PROBLEM REQUIREMENTS: Only lines that contain the word "strong" are to be returned from the data below.

*** Opening of RAW DATA ***

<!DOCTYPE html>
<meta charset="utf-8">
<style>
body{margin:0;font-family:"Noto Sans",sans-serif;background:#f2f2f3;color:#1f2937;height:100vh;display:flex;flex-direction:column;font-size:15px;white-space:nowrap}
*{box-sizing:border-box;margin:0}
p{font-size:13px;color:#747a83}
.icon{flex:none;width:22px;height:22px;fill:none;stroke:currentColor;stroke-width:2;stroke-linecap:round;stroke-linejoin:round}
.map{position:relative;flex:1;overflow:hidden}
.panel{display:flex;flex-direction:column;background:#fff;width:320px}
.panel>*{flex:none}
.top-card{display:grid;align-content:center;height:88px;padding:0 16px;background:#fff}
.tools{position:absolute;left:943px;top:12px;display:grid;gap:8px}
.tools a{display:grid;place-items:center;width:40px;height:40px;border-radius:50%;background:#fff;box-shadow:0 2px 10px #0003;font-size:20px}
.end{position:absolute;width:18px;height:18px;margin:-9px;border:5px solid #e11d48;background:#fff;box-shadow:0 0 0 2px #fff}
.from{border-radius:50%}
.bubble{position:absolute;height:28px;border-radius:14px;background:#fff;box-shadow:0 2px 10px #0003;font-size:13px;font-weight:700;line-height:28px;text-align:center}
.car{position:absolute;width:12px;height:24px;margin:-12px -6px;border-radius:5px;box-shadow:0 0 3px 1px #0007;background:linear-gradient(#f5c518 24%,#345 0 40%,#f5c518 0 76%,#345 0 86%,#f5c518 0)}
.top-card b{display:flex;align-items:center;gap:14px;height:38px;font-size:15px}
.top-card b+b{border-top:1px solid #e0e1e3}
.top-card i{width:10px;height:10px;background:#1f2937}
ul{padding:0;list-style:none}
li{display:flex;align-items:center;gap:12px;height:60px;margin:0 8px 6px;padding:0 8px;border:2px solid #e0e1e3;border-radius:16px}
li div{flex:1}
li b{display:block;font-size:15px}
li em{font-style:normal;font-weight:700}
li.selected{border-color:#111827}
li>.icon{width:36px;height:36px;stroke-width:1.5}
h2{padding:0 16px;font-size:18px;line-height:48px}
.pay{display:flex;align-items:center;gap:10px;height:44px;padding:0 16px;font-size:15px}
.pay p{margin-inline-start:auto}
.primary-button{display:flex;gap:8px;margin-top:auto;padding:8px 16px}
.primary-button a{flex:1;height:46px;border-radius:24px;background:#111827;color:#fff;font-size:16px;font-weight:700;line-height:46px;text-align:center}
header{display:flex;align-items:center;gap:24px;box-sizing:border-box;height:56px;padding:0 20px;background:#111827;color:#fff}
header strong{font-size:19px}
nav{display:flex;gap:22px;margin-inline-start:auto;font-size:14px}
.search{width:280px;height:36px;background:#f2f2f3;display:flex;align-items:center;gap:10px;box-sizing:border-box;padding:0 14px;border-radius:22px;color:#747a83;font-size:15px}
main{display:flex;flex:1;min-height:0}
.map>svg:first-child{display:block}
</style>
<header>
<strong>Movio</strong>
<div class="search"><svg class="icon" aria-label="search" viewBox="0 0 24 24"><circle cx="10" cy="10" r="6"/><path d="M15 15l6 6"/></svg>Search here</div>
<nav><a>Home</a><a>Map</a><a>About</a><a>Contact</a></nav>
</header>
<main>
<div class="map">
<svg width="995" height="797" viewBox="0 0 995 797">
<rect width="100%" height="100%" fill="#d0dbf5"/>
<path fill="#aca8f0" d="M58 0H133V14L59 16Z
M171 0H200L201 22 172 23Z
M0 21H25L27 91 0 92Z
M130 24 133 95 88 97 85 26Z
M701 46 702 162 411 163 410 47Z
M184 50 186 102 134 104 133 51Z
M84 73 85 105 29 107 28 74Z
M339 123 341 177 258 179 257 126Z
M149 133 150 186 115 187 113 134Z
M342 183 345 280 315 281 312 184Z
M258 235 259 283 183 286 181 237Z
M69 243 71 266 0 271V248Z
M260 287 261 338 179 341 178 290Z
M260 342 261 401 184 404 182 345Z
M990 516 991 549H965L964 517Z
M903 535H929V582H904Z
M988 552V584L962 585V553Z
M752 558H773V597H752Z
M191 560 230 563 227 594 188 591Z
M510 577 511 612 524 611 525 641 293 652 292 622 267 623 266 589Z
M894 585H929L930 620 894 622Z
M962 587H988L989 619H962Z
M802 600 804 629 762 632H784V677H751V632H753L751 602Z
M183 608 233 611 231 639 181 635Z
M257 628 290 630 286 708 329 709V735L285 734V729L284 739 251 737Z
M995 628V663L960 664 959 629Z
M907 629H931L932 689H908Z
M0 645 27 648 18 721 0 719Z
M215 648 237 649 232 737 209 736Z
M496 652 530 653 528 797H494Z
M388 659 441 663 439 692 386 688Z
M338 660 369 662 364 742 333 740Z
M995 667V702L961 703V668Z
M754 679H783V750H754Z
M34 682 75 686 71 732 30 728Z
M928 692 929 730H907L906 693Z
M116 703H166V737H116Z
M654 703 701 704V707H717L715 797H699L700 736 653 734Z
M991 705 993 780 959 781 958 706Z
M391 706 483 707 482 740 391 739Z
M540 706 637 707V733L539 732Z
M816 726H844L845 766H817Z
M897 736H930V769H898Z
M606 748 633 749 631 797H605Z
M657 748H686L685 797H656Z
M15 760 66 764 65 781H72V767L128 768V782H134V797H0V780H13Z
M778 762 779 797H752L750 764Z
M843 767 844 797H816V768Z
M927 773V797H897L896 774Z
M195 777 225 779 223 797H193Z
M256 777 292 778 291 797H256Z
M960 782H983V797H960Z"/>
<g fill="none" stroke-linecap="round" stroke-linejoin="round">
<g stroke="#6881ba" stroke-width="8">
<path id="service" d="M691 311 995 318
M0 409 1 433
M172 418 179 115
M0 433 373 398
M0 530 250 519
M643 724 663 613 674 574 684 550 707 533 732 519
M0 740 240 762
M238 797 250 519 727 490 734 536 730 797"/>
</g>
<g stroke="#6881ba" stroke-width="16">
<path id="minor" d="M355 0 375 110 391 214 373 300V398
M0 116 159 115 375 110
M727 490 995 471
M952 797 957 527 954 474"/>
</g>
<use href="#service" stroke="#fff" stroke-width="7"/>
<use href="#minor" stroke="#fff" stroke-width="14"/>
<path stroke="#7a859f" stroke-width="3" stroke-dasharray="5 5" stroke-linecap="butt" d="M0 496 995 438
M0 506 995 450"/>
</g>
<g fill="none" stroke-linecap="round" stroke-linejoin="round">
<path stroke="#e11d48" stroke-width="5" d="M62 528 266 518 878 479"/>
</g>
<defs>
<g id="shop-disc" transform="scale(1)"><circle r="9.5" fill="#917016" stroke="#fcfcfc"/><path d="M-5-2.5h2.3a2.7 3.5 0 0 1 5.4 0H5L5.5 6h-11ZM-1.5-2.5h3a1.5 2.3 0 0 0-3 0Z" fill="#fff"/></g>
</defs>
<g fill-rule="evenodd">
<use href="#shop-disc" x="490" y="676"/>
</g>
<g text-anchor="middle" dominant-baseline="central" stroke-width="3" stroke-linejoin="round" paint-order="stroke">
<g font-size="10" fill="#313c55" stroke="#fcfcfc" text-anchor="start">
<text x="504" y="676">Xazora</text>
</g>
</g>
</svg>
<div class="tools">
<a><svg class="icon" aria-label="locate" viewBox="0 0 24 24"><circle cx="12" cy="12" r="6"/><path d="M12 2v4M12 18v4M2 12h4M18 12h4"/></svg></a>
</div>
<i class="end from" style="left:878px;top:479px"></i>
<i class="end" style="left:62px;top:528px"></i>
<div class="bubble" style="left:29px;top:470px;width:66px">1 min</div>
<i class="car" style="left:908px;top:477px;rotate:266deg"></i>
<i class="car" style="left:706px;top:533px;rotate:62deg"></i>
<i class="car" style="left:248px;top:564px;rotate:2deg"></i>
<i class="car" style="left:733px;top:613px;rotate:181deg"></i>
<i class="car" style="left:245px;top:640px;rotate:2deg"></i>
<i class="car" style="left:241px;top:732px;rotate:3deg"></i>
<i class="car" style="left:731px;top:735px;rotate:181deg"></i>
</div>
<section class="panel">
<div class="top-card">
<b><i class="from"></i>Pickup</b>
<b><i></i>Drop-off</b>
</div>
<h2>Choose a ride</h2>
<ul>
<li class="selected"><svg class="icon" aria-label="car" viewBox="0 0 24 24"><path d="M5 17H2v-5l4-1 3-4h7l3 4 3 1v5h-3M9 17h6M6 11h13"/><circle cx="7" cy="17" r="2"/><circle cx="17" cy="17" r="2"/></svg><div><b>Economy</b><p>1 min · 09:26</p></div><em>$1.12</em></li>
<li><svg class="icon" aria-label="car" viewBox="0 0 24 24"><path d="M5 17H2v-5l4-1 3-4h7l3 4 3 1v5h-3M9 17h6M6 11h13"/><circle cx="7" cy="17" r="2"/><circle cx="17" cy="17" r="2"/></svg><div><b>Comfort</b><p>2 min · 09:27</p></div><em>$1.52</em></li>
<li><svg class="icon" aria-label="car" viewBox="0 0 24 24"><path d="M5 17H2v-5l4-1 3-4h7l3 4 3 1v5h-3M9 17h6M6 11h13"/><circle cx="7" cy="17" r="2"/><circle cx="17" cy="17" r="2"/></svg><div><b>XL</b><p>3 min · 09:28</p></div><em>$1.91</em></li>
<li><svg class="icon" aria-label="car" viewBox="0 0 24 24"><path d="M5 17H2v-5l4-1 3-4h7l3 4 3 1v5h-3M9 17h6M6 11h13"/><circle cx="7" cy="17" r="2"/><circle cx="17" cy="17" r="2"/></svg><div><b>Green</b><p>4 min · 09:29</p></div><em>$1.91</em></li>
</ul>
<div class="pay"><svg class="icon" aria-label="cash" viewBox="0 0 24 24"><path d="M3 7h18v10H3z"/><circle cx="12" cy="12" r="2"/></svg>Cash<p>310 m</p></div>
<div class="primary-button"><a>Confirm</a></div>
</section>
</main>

*** Close of RAW DATA ***

RESULT OF THIS TASK:
header strong{font-size:19px}
<strong>Movio</strong>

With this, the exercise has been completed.